What would privileging the "Judeo-Christian tradition" mean for civil peace today, when the profound disputes are within the faiths that make it up, not between them and the secular world? Southern Baptists fight Southern Baptists with more passion than either flank fights Muslims or Buddhists or secular humanists. As soon as we can get their two parties to agree, and then get them to be reconciled on civil matters with northern Baptists, and then have all Baptists come to terms with the Catholic bishops’ statements against the Bomb, or get all Catholics to do so, then the tradition will settle arguments and produce common values. Until then, the tradition itself is broad and loose, and we are all better off for that fact.

One of the most curious features of the recent plumping for the "Judeo-Christian tradition" is the way its advocates regard capitalism as the necessary corollary and expression of that tradition. This view ignores the fact that the God of the tradition got along without capitalism for a millennium or two, and that capitalism gets along without this God in Japan and elsewhere.

The real curiosity, however, is that such advocates want the government and the public schools—the coercive, not the voluntary, elements of American life—to propagate the tradition. Why ask the schools to promote faith and not ask the same of the truly distinctive expressions of free enterprise life, where persuasion has such potential? Find traces, please, of the Judeo-Christian tradition anywhere in the world of advertising or primetime television.

Fundamentalists say that a small cabal of secular humanists screens out the tradition’s symbols. But deal with advertisers, public-relations experts and mass communicators and you will find that practical-minded people, not secularists, are screening them because the partisans of the "Judeo-Christian tradition" are divided against each other. As for foundations or corporations, which make their money off consumers within the "Judeo-Christian tradition," what law says that they should devote such a tiny percentage of their funds to anything broadly defined as religious? Is it not a sign of weak faith or bad faith to force coercive elements in public life to propagate what voluntary ones do not?
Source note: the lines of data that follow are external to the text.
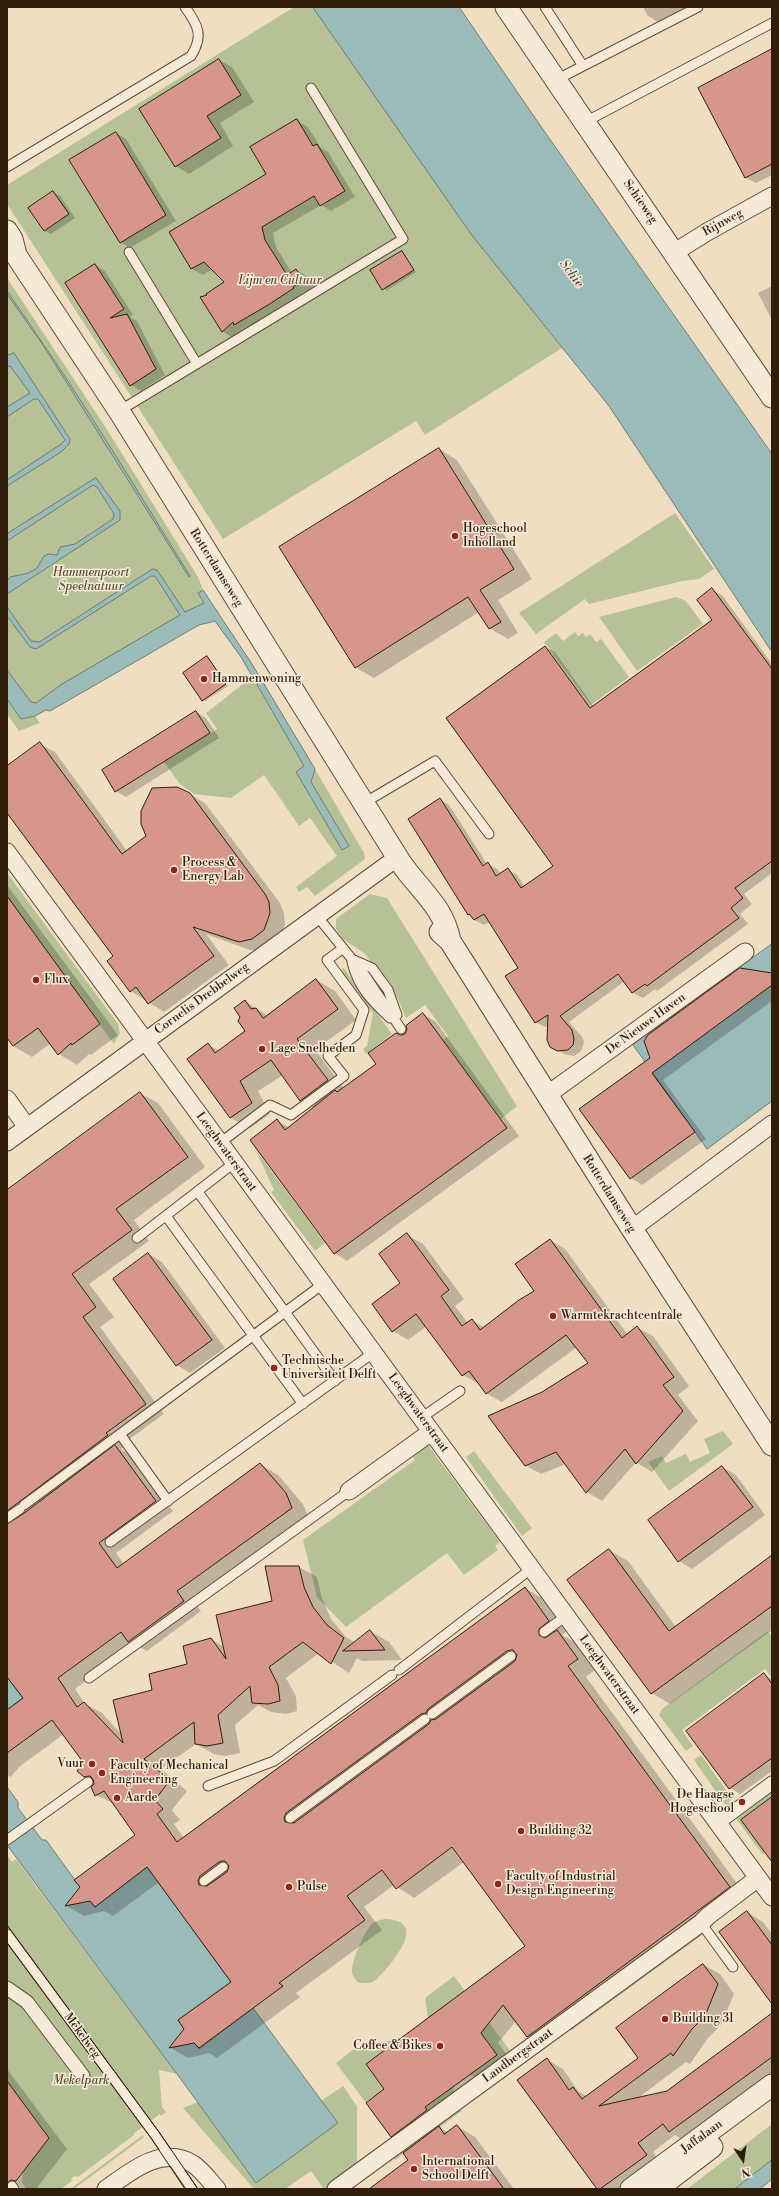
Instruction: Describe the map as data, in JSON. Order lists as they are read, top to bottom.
{
  "streets": {
    "street": [
      "Schieweg",
      "Rijnweg",
      "Rotterdamseweg",
      "Cornelis Drebbelweg",
      "De Nieuwe Haven",
      "Leeghwaterstraat",
      "Landbergstraat",
      "Jaffalaan"
    ],
    "lane": ["Mekelweg"]
  },
  "crossings": [
    ["Schieweg", "Rijnweg"],
    ["Rotterdamseweg", "Cornelis Drebbelweg"],
    ["Rotterdamseweg", "De Nieuwe Haven"],
    ["Cornelis Drebbelweg", "Leeghwaterstraat"],
    ["Leeghwaterstraat", "Landbergstraat"]
  ],
  "water": ["Schie"],
  "parks": ["Lijm en Cultuur", "Hammenpoort Speelnatuur", "Mekelpark"],
  "places": [
    "Hogeschool Inholland",
    "Hammenwoning",
    "Process & Energy Lab",
    "Flux",
    "Lage Snelheden",
    "Warmtekrachtcentrale",
    "Technische Universiteit Delft",
    "Vuur",
    "Faculty of Mechanical Engineering",
    "Aarde",
    "De Haagse Hogeschool",
    "Building 32",
    "Faculty of Industrial Design Engineering",
    "Pulse",
    "Building 31",
    "Coffee & Bikes",
    "International School Delft"
  ],
  "north": "bottom"
}
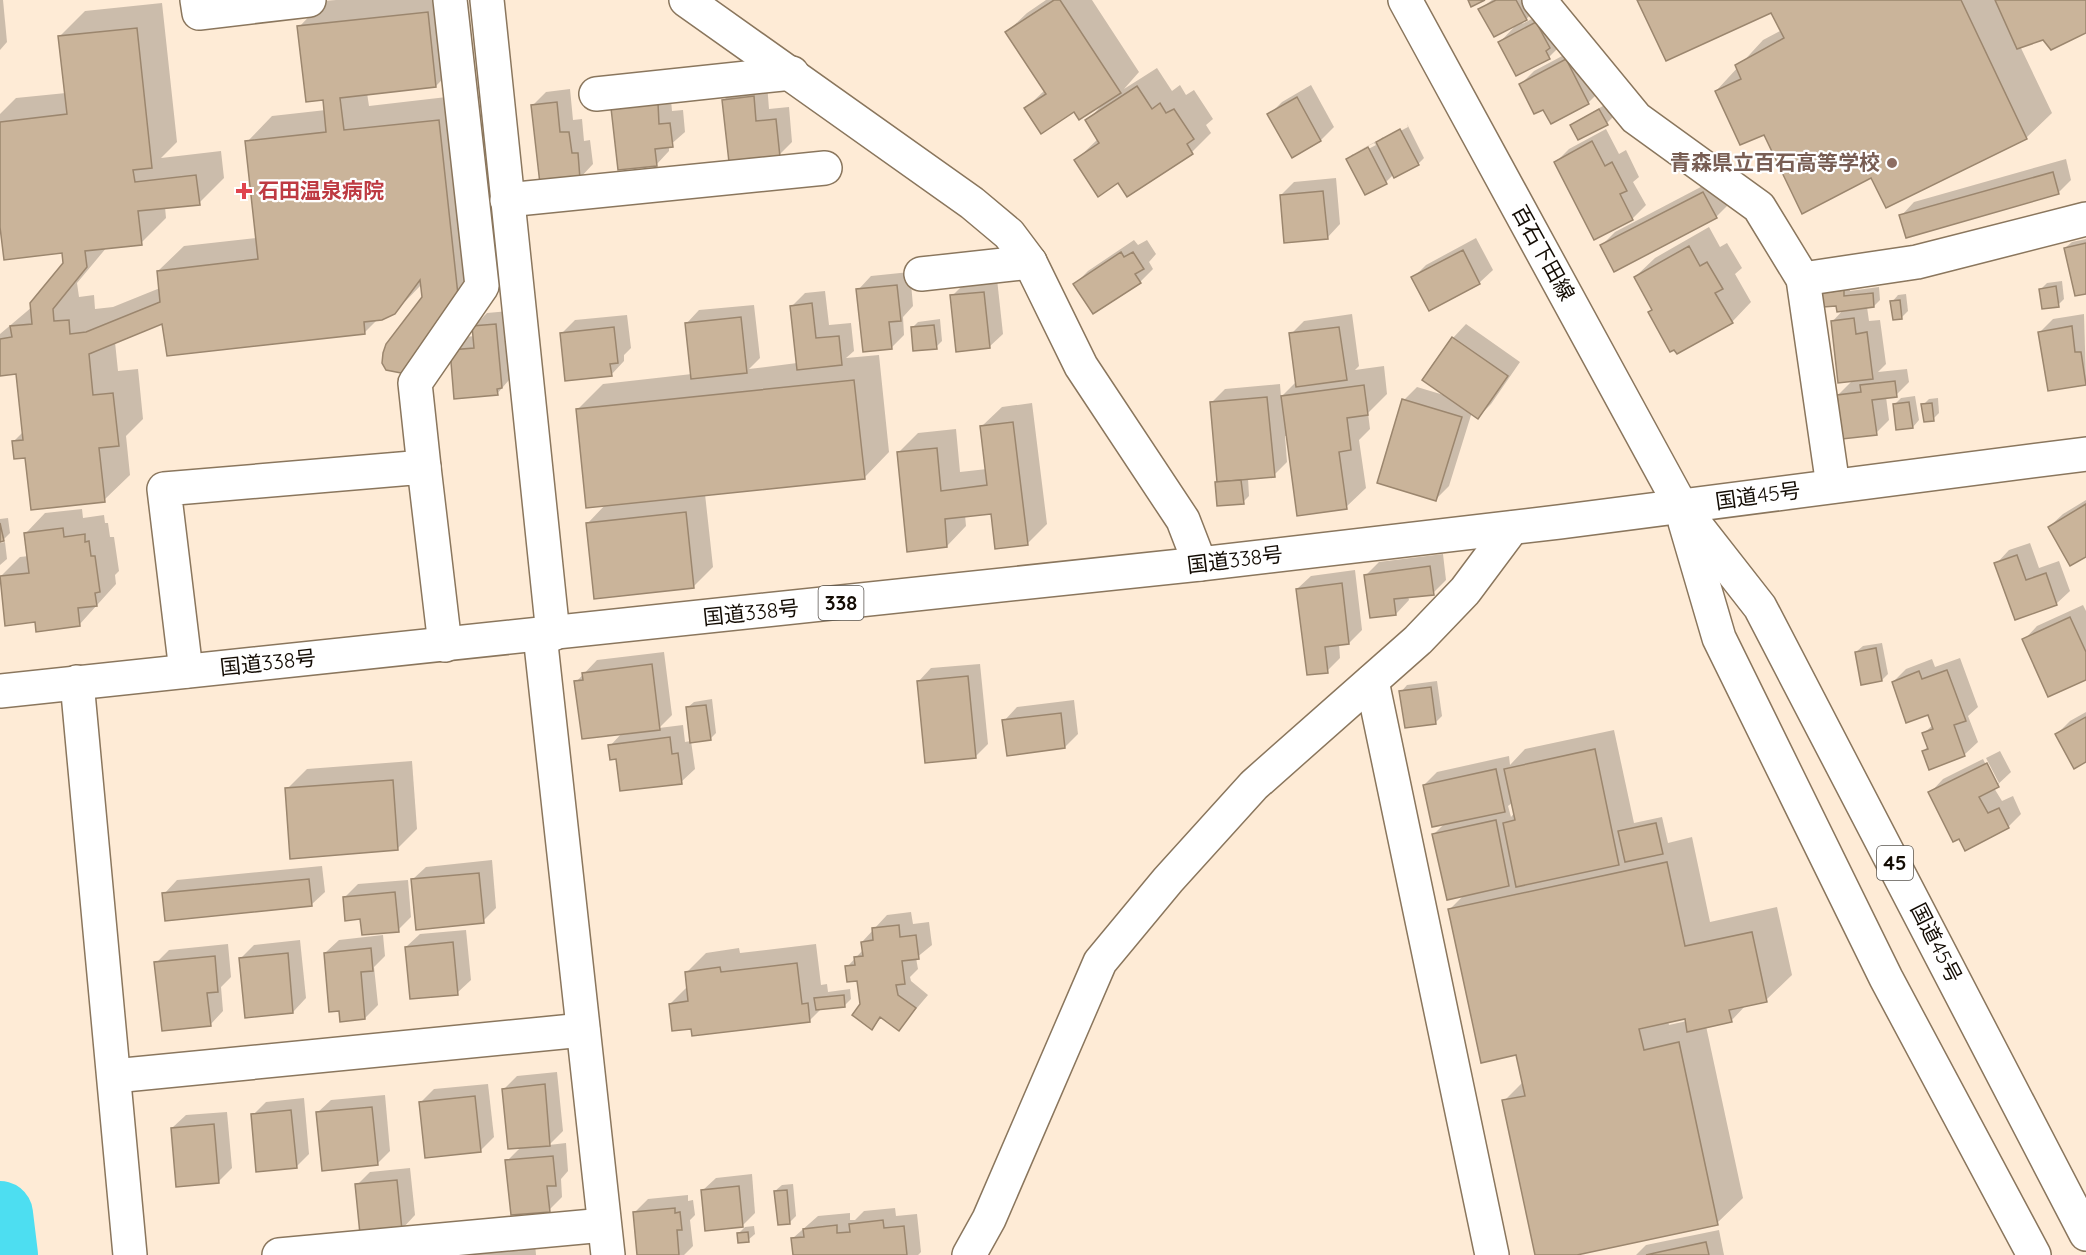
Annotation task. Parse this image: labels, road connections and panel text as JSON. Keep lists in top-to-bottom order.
{
  "streets": {
    "main road": [
      "百石下田線",
      "国道45号",
      "国道338号",
      "338",
      "45"
    ]
  },
  "crossings": [
    ["百石下田線", "国道45号"],
    ["百石下田線", "国道338号"],
    ["国道45号", "国道338号"]
  ],
  "places": {
    "other": ["青森県立百石高等学校"],
    "health": ["石田温泉病院"]
  }
}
The last thing this heir of the Judeo-Christian tradition, whatever it is, wishes to do is to take away from the grandeur of its expressions. The first thing he would do is to promote the teaching of elements of the tradition in schools. Our record in this respect is appalling; we remain a nation of idiots concerning religion’s positive and negative elements in our culture, past and present. The second thing he would do is celebrate the institutions—synagogues, churches, religious schools—which promote loyalty to whatever ever gave life to the tradition. These institutions have hardly profited at all from all the talk about the virtues of that tradition.

Finally, this Judeo-Christian would celebrate elements of the tradition that can be chosen voluntarily and promoted publicly. In a time of moral crisis and political upheaval, biblical themes like freedom and sin, creation and liberation, deserve fresh examination and hearing. They are not likely to get it if we make an icon out of the tradition and use it as a test of citizenship.

Whatever is worthwhile in that tradition has prospered best when people propagated it voluntarily—because they believed it and lived by it and commended it to others by word and example. Whatever is mean and ugly or even terrifying in the tradition has been and is most likely to be promoted through coercive means. The trend toward coercion today is best fought by people who know and love the faiths behind the tradition, who articulate them clearly and live by them passionately, but who also understand and live with their fellow citizens who see these faiths differently.